C. Dropout setting: The dropout value in the fully connected layer was 0.5 by default to alleviate the overfitting in both the global and local strategies.

7. Experiments and Evaluation

In this section, several experiments are described that evaluated the MHTtext model proposed in this paper. Due to the differences in the dependencies on the two strategies in different environments, experimental parameters with adaptations were designed for both strategies. Then, the experiments were analyzed specifically for each of the strategies. In this work, the proposed HT recognition framework for TextCNN was implemented by PyTorch code framework in Python language and tested on personal computers (PCs), such as an i5-7400HQ/i5-10500H CPU, GTX1050Ti/2080Ti graphics card and 16 GB/32 GB RAM. The datasets used for the experiments in this paper were all from Trust-HUB [55,56,57]. The datasets were Verilog gate-level netlist files, and each file was labeled with normal and Trojan modules. The hardware Trojans may pose the threat of signal tampering.
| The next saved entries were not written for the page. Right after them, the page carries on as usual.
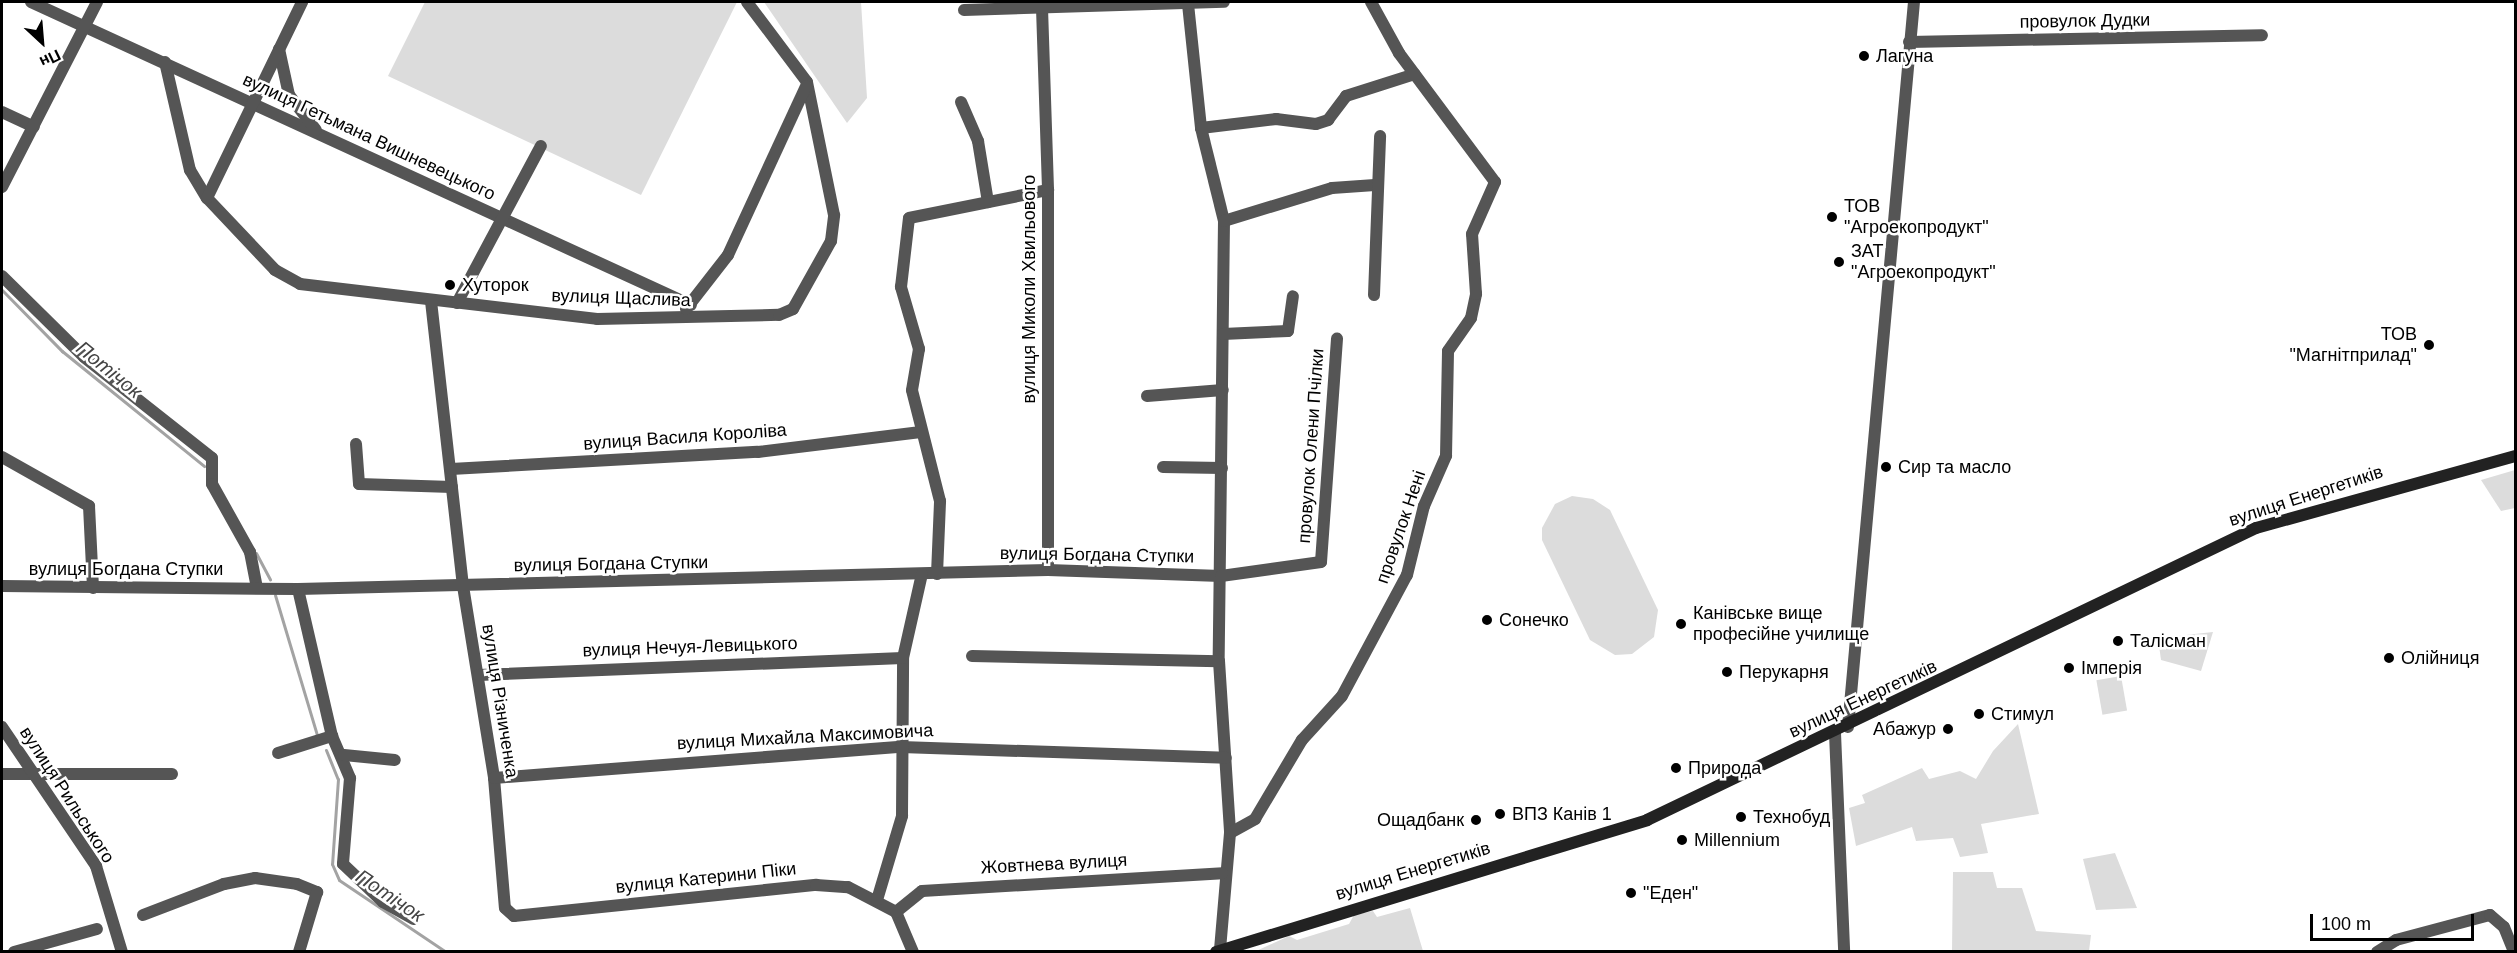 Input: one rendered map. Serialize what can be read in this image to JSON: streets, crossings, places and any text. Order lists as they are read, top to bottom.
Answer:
{
  "streets": {
    "main road": ["вулиця Енергетиків"],
    "street": [
      "провулок Дудки",
      "вулиця Гетьмана Вишневецького",
      "вулиця Миколи Хвильового",
      "вулиця Щаслива",
      "вулиця Василя Короліва",
      "провулок Олени Пчілки",
      "провулок Нені",
      "вулиця Богдана Ступки",
      "вулиця Нечуя-Левицького",
      "вулиця Різниченка",
      "вулиця Михайла Максимовича",
      "вулиця Рильського",
      "Жовтнева вулиця",
      "вулиця Катерини Піки"
    ]
  },
  "crossings": [
    ["вулиця Гетьмана Вишневецького", "вулиця Щаслива"],
    ["вулиця Миколи Хвильового", "вулиця Богдана Ступки"],
    ["вулиця Щаслива", "вулиця Різниченка"],
    ["вулиця Василя Короліва", "вулиця Різниченка"],
    ["провулок Олени Пчілки", "вулиця Богдана Ступки"],
    ["вулиця Богдана Ступки", "вулиця Різниченка"],
    ["вулиця Нечуя-Левицького", "вулиця Різниченка"],
    ["вулиця Різниченка", "вулиця Михайла Максимовича"],
    ["вулиця Різниченка", "вулиця Катерини Піки"],
    ["Жовтнева вулиця", "вулиця Катерини Піки"]
  ],
  "water": ["Потічок"],
  "places": [
    "Лагуна",
    "ТОВ \"Агроекопродукт\"",
    "ЗАТ \"Агроекопродукт\"",
    "Хуторок",
    "ТОВ \"Магнітприлад\"",
    "Сир та масло",
    "Сонечко",
    "Канівське вище професійне училище",
    "Талісман",
    "Олійниця",
    "Імперія",
    "Перукарня",
    "Стимул",
    "Абажур",
    "Природа",
    "ВПЗ Канів 1",
    "Технобуд",
    "Ощадбанк",
    "Millennium",
    "\"Еден\""
  ],
  "scale_bar": "100 m",
  "north": "bottom right"
}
Due to the limitations of the experimental dataset and to better illustrate the different focus of the two strategies, extreme values were used for some of the parameters described in Section 4. In the experiments for the global and local strategies, $\theta$ was set as $max\left\{L_1^{\tau },L_2^{\tau },\dots ,L_i^{\tau }\right\}$ and 0, respectively, in the hope of simplifying the experiments. Subsequent work will consider more complex dynamic parameter scoring mechanisms.

7.1. Global Strategy Experiments

The number of words in the vocabulary in the pretraining stage was 15, which was the result of the de-duplication and cleaning of all the words in the netlist sentence.

(1) Pre-stage of the global strategy

In the netlist preprocessing step, each netlist had 180 path pairs. Figure 6 shows the number of non-timeout path pairs in each benchmark test netlist. According to the overall statistics, only a few path pairs were not fully extracted. This indicates that the generated sentences nearly expressed the topology of the circuit. Furthermore, the topological expressions of these time-out path pairs could be supplemented in other fully extracted path pairs because the non-timeout path pairs could pass through the blank topology behind the time-out path pairs in some situations.

(2) Training detail of the global strategy

In the training model stage of TextCNN, the training and testing sets were divided according to the leave-one-out approach. That is, the sentences generated from one netlist at a time were used as the testing set, and the sentences from the rest of the netlists were used as the training set. Since the number of sentences collected from the netlist was too large to obtain better experimental results, a balanced sampling of the dataset was performed. That is, 25,000 positive samples (with HT sentences) and 25,000 negative samples (with HT sentences) were randomly selected from each netlist, and all netlists formed a total of 50 such sampled datasets. The number of samples was determined as a result of the combination of the dataset and the computational overhead required for neural network training. According to Figure 6, the amount of data sampled in a single group (350,000 sentences in total) represented about 0.74% of all the data. On the other hand, the sentences generated in a single path pair were repetitive in terms of expressing the circuit structure. After all, if there were many-to-many or even many-to-many components of the same type in paths with the same starting and ending points, then the expressions of the content of this part of the sentence were necessarily the same.

For the TextCNN settings, since there was a one-dimensional convolution layer, only three types of widths to convolution kernels were selected, which were 3, 4, and 5, respectively. There were two convolution kernels of each width and a total of six kernels. Two groups of three kernels with different widths were assigned to the static word vector matrix and the dynamic word vector matrix. More clearly, the basic selection of several settings is shown in

Table 3. Settings used for the global and local strategies.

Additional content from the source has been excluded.